# Peanut Butter Buzz?



## klip (Jul 22, 2008)

Just bought my dogs a ultra big black kong and am learning what I can fill it with.

In the past Ive suspected that giving them peanut butter makes them hyper. Even peanut butter with no sugar or preservatives. Is it my imagination? Has anyone else experienced this?

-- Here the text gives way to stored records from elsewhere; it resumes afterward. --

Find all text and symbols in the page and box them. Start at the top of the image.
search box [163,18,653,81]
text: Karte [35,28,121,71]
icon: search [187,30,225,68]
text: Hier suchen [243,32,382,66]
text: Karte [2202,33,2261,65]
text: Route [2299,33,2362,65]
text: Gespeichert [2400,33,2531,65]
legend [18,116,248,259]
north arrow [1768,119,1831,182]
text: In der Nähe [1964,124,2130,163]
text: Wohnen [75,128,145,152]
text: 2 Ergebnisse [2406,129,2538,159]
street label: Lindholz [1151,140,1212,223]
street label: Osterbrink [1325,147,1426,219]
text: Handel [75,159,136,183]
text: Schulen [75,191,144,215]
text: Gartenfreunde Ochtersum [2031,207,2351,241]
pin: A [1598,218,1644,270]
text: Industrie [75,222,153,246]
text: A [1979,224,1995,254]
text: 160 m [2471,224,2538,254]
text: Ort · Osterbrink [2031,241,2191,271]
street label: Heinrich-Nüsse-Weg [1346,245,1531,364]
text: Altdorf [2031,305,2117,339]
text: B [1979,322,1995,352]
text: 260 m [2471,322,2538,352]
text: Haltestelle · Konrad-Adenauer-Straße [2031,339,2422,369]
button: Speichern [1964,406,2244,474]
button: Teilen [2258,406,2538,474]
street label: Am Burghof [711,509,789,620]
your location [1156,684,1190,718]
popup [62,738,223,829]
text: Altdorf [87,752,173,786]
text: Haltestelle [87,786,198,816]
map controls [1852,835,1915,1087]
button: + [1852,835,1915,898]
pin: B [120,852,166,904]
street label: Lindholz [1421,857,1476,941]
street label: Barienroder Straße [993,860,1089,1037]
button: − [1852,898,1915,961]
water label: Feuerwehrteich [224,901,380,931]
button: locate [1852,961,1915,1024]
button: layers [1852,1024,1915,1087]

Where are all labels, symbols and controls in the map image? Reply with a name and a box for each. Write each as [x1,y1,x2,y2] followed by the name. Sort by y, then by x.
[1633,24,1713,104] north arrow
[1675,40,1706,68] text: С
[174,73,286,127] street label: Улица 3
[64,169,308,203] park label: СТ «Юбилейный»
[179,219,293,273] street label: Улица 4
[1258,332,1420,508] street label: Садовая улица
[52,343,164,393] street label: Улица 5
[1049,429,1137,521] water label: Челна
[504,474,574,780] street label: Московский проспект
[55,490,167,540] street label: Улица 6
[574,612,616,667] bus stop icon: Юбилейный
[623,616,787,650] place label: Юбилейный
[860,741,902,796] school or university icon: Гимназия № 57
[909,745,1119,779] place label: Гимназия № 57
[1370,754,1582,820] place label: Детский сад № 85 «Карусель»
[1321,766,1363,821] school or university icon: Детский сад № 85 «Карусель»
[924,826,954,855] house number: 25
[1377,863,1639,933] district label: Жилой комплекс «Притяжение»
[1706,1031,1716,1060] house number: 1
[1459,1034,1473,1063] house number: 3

It could be projection, because peanut butter makes ME hyper - its so processed its like an instant shot of sugar to the blood stream and I am not good with sugar


----------



## InverseLogic (Jun 1, 2008)

Peanut Butter doesn't make either of my dogs hyper, nor does it make me hyper (though I'm never hyper anyway).


----------



## klip (Jul 22, 2008)

Oh well. Maybe its just my natural condition and I'm blaming the PB.  I've tried out some in the kong on my Pippin and he seems the same as normal...so hopefully I was mistaken.


----------



## AkiraleShiba (Dec 9, 2007)

Kraft's peanut butter can make you hyper since it's full of sugar like any commercial peanut butter.


----------



## klip (Jul 22, 2008)

I think its possible that the brand I used at the time of the hyper dog incident was one which contained sugar...the one I used last night is Black Cat, which has only peanuts. Thanks, that must have been it.


----------



## flipgirl (Oct 5, 2007)

You could always try natural peanut butter with no added sugar. It's a little oily but you just stir it up to mix it.


----------